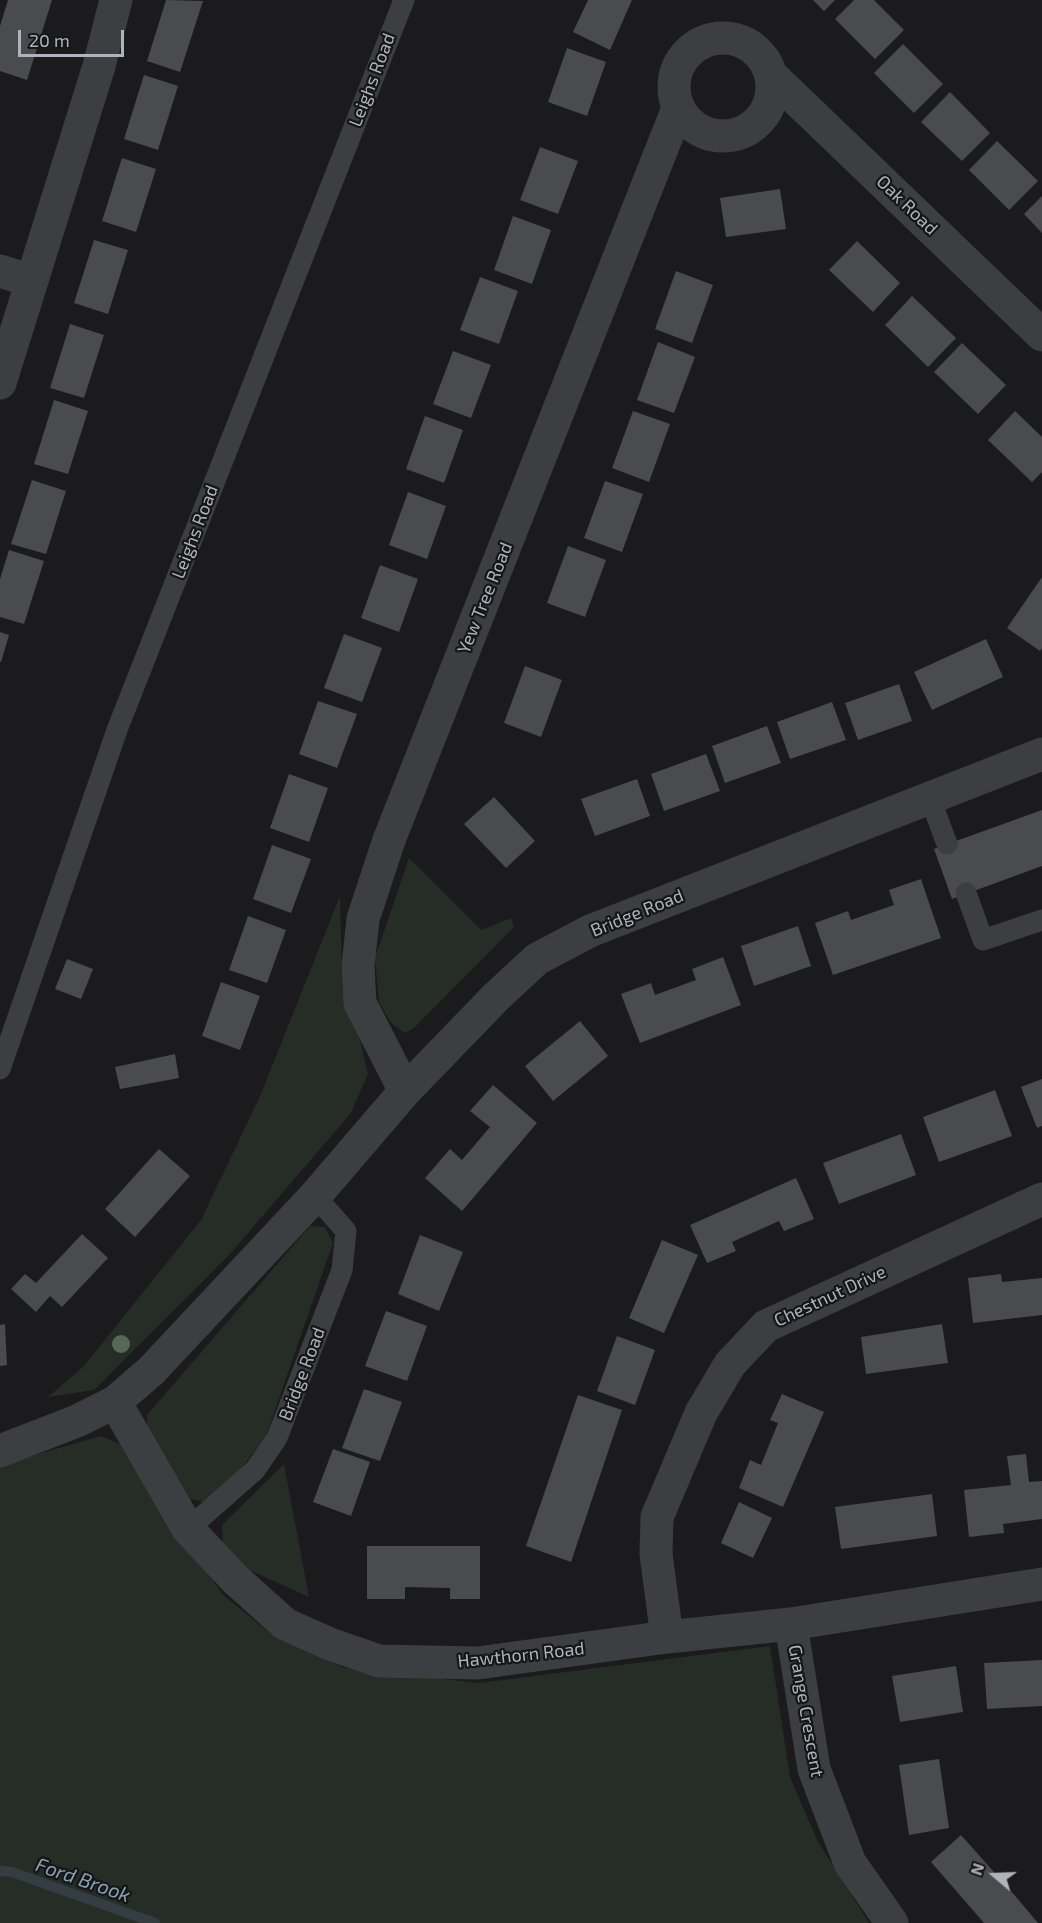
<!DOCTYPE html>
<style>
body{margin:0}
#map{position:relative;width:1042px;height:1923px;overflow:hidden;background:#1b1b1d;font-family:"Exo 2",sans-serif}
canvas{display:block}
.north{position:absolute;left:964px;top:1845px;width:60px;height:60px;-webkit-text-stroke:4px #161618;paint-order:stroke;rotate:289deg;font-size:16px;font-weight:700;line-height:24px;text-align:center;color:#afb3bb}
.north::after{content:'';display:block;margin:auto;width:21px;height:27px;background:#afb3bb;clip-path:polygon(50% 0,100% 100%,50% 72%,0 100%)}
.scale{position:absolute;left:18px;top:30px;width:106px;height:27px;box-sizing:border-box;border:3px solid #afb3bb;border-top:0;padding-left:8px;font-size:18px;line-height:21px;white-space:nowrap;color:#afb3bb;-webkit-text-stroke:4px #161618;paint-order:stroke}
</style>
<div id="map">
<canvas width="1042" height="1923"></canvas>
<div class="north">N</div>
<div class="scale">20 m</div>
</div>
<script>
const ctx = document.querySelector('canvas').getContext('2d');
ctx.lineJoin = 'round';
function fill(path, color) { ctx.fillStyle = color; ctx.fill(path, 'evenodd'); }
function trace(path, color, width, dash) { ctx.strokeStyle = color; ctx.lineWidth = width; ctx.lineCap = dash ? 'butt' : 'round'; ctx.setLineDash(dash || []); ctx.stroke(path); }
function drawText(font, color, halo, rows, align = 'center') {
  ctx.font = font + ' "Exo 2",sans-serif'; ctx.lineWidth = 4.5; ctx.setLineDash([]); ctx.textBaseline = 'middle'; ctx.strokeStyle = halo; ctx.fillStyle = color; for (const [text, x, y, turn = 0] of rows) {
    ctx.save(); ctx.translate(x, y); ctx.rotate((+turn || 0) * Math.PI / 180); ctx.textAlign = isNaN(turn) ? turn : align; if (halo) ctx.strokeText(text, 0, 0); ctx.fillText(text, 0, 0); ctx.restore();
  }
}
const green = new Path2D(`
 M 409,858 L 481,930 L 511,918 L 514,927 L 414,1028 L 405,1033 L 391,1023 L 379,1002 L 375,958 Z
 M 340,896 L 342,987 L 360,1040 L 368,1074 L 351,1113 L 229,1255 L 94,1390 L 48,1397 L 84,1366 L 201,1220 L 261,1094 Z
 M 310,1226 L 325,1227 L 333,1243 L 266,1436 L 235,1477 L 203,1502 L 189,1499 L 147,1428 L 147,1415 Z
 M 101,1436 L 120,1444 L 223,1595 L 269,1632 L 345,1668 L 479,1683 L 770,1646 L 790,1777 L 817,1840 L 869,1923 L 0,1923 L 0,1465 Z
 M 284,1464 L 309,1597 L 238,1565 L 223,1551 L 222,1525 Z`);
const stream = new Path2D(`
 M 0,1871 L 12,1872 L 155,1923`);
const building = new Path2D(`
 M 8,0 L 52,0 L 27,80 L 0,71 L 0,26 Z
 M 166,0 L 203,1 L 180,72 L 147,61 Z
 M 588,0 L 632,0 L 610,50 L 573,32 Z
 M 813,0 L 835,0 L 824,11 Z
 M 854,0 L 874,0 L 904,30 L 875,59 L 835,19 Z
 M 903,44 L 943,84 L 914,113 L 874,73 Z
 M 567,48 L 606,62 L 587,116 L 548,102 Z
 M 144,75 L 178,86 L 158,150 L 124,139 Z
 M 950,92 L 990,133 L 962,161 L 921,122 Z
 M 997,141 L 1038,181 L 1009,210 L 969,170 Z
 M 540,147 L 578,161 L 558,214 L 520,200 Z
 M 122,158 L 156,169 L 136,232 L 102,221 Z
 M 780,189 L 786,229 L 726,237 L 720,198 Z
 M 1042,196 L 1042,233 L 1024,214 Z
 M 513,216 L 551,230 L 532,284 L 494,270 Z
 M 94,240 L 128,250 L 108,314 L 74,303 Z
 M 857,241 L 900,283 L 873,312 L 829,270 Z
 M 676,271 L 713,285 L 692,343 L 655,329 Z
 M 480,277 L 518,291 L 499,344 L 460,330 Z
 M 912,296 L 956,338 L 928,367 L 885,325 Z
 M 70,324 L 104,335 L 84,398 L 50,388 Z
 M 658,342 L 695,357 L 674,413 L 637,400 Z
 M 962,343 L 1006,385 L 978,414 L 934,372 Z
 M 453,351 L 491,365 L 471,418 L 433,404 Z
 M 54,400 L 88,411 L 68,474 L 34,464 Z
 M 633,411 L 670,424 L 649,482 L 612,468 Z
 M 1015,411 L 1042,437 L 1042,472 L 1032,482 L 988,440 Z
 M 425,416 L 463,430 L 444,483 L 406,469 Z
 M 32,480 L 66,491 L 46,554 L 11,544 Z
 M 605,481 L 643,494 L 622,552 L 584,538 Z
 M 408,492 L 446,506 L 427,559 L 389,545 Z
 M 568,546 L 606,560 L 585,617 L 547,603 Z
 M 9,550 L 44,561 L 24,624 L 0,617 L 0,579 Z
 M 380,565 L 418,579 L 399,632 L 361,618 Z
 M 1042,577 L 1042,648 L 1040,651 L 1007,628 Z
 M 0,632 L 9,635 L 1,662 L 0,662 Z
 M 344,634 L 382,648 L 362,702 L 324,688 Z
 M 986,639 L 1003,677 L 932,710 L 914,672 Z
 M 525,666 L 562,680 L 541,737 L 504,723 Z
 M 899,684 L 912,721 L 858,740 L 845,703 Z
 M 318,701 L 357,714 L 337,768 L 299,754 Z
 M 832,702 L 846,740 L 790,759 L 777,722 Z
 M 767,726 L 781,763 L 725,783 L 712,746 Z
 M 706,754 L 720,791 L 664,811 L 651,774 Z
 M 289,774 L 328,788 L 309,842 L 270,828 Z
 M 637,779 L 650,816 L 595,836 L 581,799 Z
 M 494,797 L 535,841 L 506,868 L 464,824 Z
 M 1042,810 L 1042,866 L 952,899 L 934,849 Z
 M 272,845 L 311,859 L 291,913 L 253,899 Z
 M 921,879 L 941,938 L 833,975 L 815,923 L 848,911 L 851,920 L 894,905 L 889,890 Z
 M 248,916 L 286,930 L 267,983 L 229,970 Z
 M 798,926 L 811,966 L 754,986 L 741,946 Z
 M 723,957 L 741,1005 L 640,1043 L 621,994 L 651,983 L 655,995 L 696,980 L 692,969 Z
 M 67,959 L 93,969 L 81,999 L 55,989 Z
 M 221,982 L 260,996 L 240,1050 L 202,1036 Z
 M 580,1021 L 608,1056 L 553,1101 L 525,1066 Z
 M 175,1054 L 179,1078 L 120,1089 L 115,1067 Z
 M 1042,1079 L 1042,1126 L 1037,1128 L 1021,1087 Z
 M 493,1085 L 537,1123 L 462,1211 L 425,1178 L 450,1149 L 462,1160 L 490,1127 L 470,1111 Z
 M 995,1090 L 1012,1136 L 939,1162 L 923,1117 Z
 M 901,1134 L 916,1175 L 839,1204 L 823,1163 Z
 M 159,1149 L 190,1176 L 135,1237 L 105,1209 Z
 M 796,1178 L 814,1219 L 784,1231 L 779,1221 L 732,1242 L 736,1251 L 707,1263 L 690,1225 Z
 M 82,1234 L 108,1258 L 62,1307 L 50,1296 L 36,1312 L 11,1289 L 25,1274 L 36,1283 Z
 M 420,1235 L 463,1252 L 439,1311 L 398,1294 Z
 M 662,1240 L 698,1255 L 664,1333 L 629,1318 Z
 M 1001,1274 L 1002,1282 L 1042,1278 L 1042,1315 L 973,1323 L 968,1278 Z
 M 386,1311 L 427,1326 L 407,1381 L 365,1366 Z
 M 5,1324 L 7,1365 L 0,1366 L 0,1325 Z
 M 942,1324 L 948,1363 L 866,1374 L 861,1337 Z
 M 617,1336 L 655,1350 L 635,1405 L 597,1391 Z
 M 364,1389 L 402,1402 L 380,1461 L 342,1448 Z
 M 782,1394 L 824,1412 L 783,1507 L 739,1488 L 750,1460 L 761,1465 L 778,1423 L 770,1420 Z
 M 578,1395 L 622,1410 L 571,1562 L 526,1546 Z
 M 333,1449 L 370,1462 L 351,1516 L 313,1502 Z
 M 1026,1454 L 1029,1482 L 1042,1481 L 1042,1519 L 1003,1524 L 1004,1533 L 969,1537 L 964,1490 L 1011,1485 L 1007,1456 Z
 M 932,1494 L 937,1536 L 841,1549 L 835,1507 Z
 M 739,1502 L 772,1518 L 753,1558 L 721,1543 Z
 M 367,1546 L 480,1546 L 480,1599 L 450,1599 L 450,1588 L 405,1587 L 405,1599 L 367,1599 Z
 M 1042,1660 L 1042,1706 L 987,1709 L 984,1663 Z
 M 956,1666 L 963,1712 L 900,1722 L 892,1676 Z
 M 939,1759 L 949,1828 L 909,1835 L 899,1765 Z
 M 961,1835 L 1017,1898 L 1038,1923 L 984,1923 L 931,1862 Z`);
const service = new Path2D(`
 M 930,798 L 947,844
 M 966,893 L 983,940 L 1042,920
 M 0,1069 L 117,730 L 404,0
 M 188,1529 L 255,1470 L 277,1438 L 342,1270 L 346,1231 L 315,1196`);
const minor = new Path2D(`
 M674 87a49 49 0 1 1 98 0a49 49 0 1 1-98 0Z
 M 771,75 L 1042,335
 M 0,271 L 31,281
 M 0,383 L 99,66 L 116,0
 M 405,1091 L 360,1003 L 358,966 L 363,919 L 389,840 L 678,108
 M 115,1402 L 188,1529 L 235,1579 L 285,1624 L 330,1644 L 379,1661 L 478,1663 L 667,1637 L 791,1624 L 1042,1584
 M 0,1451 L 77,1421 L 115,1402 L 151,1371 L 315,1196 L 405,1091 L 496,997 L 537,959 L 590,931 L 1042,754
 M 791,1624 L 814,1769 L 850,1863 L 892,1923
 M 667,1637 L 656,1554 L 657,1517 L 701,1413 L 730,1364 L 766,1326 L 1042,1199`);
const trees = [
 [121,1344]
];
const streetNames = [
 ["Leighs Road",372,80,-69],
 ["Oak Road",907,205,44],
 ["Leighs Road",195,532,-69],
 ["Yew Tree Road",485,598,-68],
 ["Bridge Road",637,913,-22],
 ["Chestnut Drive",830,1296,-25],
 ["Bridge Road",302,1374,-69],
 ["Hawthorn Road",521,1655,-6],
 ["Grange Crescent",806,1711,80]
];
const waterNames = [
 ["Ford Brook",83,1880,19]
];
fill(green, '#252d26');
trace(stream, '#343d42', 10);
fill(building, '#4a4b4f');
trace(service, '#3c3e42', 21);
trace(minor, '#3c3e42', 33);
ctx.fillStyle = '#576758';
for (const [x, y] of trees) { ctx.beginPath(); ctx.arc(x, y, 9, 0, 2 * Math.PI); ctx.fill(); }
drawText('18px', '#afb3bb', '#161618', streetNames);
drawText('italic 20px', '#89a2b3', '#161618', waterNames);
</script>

##############################

[TASK DESCRIPTION] Within the material above, copy exactly the lines from the line that holds "M 272,845 L 311,859 L 291,913 L 253,899 Z" up to and including the line that holds "M 0,1069 L 117,730 L 404,0".

[TASK RESPONSE]
 M 272,845 L 311,859 L 291,913 L 253,899 Z
 M 921,879 L 941,938 L 833,975 L 815,923 L 848,911 L 851,920 L 894,905 L 889,890 Z
 M 248,916 L 286,930 L 267,983 L 229,970 Z
 M 798,926 L 811,966 L 754,986 L 741,946 Z
 M 723,957 L 741,1005 L 640,1043 L 621,994 L 651,983 L 655,995 L 696,980 L 692,969 Z
 M 67,959 L 93,969 L 81,999 L 55,989 Z
 M 221,982 L 260,996 L 240,1050 L 202,1036 Z
 M 580,1021 L 608,1056 L 553,1101 L 525,1066 Z
 M 175,1054 L 179,1078 L 120,1089 L 115,1067 Z
 M 1042,1079 L 1042,1126 L 1037,1128 L 1021,1087 Z
 M 493,1085 L 537,1123 L 462,1211 L 425,1178 L 450,1149 L 462,1160 L 490,1127 L 470,1111 Z
 M 995,1090 L 1012,1136 L 939,1162 L 923,1117 Z
 M 901,1134 L 916,1175 L 839,1204 L 823,1163 Z
 M 159,1149 L 190,1176 L 135,1237 L 105,1209 Z
 M 796,1178 L 814,1219 L 784,1231 L 779,1221 L 732,1242 L 736,1251 L 707,1263 L 690,1225 Z
 M 82,1234 L 108,1258 L 62,1307 L 50,1296 L 36,1312 L 11,1289 L 25,1274 L 36,1283 Z
 M 420,1235 L 463,1252 L 439,1311 L 398,1294 Z
 M 662,1240 L 698,1255 L 664,1333 L 629,1318 Z
 M 1001,1274 L 1002,1282 L 1042,1278 L 1042,1315 L 973,1323 L 968,1278 Z
 M 386,1311 L 427,1326 L 407,1381 L 365,1366 Z
 M 5,1324 L 7,1365 L 0,1366 L 0,1325 Z
 M 942,1324 L 948,1363 L 866,1374 L 861,1337 Z
 M 617,1336 L 655,1350 L 635,1405 L 597,1391 Z
 M 364,1389 L 402,1402 L 380,1461 L 342,1448 Z
 M 782,1394 L 824,1412 L 783,1507 L 739,1488 L 750,1460 L 761,1465 L 778,1423 L 770,1420 Z
 M 578,1395 L 622,1410 L 571,1562 L 526,1546 Z
 M 333,1449 L 370,1462 L 351,1516 L 313,1502 Z
 M 1026,1454 L 1029,1482 L 1042,1481 L 1042,1519 L 1003,1524 L 1004,1533 L 969,1537 L 964,1490 L 1011,1485 L 1007,1456 Z
 M 932,1494 L 937,1536 L 841,1549 L 835,1507 Z
 M 739,1502 L 772,1518 L 753,1558 L 721,1543 Z
 M 367,1546 L 480,1546 L 480,1599 L 450,1599 L 450,1588 L 405,1587 L 405,1599 L 367,1599 Z
 M 1042,1660 L 1042,1706 L 987,1709 L 984,1663 Z
 M 956,1666 L 963,1712 L 900,1722 L 892,1676 Z
 M 939,1759 L 949,1828 L 909,1835 L 899,1765 Z
 M 961,1835 L 1017,1898 L 1038,1923 L 984,1923 L 931,1862 Z`);
const service = new Path2D(`
 M 930,798 L 947,844
 M 966,893 L 983,940 L 1042,920
 M 0,1069 L 117,730 L 404,0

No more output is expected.